It’s normal to feel hungry in between meals. Eating a small, healthy snack might be just what you need to feel full until your next meal. Not all snacks are healthy, so it’s important to add healthier snacks into your diet. In this handout, you will learn what makes a snack healthy. You will also learn different types of healthy snacks that you can have between meals and when you’re on the go.
Why is Eating Healthy Snacks Important?
Healthy snacks can help you in many ways, including to:
- Help you not gain weight
- Keep you from overeating at your next meal or reaching for unhealthy food when you’re really hungry
- Help you feel less cranky or have fewer mood swings by keeping your blood sugar levels stable
- Keep you focused and alert by sending a healthy blood supply to your brain
How Can I Make My Snack Choices Healthier?
- Have fun with the healthy snacks you choose. Give yourself lots of choices when it comes to healthy snacks. See the lists below for some fun and tasty healthy snacks!
- Prepare healthy snacks ahead of time. Cut up your favorite fruits or vegetables and put them in a baggies or plastic containers. When you’re ready, you can grab it and go!
- Keep healthy snacks on hand. Make it habit to stash healthy snacks in your backpack, workout bag or purse.
- Swap out 1 unhealthy snack for a healthy one. Take a look at what you snack on during the day. Switch out 1 of your unhealthy snacks for a healthier one. Over time, you can work your way up to choosing healthy snacks more often.
- Read the serving sizes on packaged snacks. Some packaged snacks look small, but the package might actually have more than 1 serving.
What are Some Good Healthy Snacks I Can Try?
Your best choices for healthy snacks include low-fat dairy, low-fat protein and complex carbohydrates (carbohydrates with more nutrients, or healthy stuff that’s good for your body).

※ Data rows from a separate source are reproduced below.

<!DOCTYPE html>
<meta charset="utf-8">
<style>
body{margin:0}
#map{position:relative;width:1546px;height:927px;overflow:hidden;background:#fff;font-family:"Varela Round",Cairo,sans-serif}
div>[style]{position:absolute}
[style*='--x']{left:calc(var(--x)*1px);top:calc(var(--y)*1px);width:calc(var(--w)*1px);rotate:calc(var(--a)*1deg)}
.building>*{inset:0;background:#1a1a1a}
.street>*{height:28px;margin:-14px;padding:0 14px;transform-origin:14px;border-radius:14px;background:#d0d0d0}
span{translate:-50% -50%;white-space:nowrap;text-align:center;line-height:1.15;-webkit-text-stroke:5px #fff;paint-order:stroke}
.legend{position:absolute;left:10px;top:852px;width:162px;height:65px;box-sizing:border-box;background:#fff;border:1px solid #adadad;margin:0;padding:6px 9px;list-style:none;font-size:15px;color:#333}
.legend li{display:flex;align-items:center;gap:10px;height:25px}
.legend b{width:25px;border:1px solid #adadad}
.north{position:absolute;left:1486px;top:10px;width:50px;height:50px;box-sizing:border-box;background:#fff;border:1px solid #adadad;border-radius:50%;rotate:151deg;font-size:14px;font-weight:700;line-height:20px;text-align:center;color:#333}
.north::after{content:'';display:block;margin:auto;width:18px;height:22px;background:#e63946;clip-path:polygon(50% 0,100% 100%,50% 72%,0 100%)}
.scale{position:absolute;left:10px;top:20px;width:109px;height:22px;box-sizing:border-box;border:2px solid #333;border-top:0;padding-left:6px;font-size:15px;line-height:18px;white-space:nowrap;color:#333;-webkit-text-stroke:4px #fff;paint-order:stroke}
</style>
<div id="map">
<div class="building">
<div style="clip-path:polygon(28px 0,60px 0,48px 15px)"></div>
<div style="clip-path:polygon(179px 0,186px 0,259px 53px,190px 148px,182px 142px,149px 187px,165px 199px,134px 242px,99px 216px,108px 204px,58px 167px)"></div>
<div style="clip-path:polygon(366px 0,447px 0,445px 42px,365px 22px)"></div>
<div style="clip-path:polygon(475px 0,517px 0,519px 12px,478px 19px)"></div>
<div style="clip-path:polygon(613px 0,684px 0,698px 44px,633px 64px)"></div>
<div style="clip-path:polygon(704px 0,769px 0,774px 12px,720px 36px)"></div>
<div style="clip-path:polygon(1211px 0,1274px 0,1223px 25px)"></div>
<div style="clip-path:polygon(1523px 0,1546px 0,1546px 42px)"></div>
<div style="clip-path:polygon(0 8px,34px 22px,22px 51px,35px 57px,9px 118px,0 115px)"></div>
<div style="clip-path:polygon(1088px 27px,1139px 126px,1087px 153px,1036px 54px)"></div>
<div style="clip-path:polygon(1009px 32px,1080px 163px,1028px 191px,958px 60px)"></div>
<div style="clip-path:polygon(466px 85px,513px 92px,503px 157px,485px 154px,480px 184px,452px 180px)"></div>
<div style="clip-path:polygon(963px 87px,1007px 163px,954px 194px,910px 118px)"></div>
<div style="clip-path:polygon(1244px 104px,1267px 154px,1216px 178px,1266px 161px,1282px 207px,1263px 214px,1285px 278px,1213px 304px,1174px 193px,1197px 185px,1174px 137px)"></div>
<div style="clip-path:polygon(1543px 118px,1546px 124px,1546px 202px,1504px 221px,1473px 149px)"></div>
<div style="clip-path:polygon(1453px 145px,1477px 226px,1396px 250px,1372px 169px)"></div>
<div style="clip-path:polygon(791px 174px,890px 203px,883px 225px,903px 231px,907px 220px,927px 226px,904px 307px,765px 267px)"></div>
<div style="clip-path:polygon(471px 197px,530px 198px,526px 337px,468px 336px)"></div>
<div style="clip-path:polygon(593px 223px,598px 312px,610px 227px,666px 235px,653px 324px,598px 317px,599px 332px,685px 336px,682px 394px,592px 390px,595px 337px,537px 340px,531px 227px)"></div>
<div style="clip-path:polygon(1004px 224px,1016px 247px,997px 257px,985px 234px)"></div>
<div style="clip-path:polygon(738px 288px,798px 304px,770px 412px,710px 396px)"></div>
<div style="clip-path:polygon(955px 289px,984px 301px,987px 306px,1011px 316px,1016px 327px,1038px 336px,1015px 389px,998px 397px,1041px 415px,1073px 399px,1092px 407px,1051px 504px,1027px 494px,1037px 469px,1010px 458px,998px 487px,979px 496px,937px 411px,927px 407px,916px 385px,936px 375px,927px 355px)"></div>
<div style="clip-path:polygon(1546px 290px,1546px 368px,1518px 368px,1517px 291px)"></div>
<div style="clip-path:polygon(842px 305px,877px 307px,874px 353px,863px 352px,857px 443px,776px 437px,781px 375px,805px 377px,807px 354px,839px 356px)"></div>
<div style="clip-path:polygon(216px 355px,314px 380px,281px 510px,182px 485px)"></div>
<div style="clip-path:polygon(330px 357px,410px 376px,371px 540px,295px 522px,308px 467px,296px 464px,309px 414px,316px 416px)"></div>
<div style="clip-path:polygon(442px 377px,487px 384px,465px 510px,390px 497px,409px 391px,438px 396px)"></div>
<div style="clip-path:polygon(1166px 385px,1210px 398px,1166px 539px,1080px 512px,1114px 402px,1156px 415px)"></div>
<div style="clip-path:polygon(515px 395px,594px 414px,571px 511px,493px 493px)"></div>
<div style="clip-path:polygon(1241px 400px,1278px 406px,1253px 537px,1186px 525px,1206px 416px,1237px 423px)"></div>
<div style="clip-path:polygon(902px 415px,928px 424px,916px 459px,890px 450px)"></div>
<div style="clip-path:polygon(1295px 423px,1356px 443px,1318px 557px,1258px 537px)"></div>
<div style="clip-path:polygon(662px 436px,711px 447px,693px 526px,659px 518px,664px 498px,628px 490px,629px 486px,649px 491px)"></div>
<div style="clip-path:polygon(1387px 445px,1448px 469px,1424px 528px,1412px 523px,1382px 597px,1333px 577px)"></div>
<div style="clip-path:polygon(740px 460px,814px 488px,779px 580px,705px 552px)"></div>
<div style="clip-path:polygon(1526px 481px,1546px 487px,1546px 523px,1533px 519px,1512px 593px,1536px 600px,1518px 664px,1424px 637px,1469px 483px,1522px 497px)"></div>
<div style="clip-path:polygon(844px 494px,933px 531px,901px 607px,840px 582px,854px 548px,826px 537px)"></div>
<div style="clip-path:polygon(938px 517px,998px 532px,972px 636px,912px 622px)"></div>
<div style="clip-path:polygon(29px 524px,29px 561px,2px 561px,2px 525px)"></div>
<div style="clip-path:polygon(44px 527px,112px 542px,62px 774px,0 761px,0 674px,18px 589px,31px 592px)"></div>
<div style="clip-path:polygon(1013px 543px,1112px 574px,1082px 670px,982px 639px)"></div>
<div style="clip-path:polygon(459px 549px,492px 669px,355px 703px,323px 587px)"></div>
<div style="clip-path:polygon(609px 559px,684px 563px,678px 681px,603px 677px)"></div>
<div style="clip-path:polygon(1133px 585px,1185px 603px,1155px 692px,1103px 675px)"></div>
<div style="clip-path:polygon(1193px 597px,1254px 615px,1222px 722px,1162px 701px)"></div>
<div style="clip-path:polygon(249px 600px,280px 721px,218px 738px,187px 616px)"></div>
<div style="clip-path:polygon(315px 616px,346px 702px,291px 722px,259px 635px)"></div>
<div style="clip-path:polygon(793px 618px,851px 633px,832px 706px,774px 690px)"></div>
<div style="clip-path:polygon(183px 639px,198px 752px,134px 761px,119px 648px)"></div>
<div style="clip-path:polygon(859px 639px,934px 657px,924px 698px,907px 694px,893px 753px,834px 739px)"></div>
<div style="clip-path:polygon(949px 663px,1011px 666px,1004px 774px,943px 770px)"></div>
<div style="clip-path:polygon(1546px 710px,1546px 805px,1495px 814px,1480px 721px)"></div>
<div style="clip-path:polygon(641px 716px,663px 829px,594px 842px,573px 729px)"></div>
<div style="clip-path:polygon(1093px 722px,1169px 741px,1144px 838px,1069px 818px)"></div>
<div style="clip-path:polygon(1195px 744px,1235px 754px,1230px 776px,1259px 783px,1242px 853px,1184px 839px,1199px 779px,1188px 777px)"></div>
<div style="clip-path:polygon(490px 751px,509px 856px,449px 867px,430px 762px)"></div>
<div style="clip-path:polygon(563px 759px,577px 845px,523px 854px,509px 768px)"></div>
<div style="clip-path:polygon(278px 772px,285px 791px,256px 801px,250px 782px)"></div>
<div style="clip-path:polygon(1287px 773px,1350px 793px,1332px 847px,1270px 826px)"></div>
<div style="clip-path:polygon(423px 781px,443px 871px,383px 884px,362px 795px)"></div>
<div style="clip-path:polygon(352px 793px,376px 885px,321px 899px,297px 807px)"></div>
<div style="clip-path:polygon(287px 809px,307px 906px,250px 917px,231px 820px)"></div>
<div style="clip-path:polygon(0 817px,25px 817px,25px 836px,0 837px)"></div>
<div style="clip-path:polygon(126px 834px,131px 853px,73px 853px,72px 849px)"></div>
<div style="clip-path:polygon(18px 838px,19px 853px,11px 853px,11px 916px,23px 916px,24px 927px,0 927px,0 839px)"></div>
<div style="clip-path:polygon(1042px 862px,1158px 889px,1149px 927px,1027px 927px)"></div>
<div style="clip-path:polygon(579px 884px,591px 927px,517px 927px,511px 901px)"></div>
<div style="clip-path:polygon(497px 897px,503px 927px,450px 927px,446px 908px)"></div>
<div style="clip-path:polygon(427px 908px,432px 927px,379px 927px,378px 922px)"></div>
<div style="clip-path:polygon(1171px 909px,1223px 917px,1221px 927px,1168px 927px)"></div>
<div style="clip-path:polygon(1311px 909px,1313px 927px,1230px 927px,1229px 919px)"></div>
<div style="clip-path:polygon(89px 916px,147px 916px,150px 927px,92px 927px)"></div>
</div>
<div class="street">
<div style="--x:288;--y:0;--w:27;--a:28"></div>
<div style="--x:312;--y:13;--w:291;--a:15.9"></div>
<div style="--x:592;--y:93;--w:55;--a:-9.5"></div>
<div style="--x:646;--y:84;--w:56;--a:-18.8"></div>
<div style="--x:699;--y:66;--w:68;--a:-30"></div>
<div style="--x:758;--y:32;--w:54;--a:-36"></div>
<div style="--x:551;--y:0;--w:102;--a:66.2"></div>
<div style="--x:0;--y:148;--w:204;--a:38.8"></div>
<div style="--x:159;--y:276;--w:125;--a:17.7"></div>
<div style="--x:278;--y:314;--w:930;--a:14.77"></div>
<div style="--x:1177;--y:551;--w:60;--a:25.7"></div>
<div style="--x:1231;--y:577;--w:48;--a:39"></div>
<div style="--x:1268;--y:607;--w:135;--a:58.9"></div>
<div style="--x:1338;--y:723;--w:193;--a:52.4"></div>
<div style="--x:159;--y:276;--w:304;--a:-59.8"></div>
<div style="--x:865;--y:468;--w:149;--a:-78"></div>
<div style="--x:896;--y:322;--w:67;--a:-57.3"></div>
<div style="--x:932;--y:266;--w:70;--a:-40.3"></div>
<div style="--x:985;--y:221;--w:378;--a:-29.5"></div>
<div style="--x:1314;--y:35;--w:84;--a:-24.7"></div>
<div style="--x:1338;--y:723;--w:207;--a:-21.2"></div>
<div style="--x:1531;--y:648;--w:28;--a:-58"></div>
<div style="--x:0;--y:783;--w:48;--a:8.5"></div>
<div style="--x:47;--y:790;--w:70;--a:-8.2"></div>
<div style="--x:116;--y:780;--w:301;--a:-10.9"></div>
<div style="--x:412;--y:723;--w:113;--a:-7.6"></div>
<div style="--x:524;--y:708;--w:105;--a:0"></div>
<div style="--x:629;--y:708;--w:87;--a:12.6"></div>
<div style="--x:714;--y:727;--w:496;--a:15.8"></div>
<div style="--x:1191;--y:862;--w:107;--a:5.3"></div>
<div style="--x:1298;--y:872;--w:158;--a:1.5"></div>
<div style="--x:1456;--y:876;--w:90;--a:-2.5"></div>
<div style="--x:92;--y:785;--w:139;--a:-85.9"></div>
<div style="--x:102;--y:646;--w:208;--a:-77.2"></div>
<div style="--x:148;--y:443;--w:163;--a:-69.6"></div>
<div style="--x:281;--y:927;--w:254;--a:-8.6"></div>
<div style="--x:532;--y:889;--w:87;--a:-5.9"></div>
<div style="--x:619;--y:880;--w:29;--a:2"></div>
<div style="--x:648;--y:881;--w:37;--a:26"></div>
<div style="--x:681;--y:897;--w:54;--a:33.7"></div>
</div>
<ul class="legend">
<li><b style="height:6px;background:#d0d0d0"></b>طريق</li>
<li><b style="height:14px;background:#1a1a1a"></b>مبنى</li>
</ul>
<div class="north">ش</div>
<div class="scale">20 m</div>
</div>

There are lots of fun and tasty choices when it comes to healthy snacks, including:
- Low-fat cheese
- Low-fat milk
- Low-fat yogurt with fruit
- Low-fat cottage cheese with fruit
- Lean turkey
- Lean chicken
- Lean fish
- Vegetables, fresh or cooked
- Whole grains, like wheat bread, oats or brown rice
- Legumes, like peanuts, beans, lentils and chickpeas
- Hummus (mashed and blended chickpeas)
- Edamame (cooked soybeans)
Other healthy choices
- Air-popped popcorn plain or with a sprinkle of Parmesan cheese
- Apple slices with a small scoop of your favorite nut butter
- A handful of your favorite nuts
- Baked corn chips with salsa or guacamole
- Rice cakes with a small scoop of peanut butter
- Dried fruit
- Whole-grain crackers with low-fat cheese slices
What are Some Unhealthy Choices I Should Eat Less Often?
It’s okay to have unhealthy snacks once in a while. It’s more important to choose healthy snacks more often than unhealthy ones.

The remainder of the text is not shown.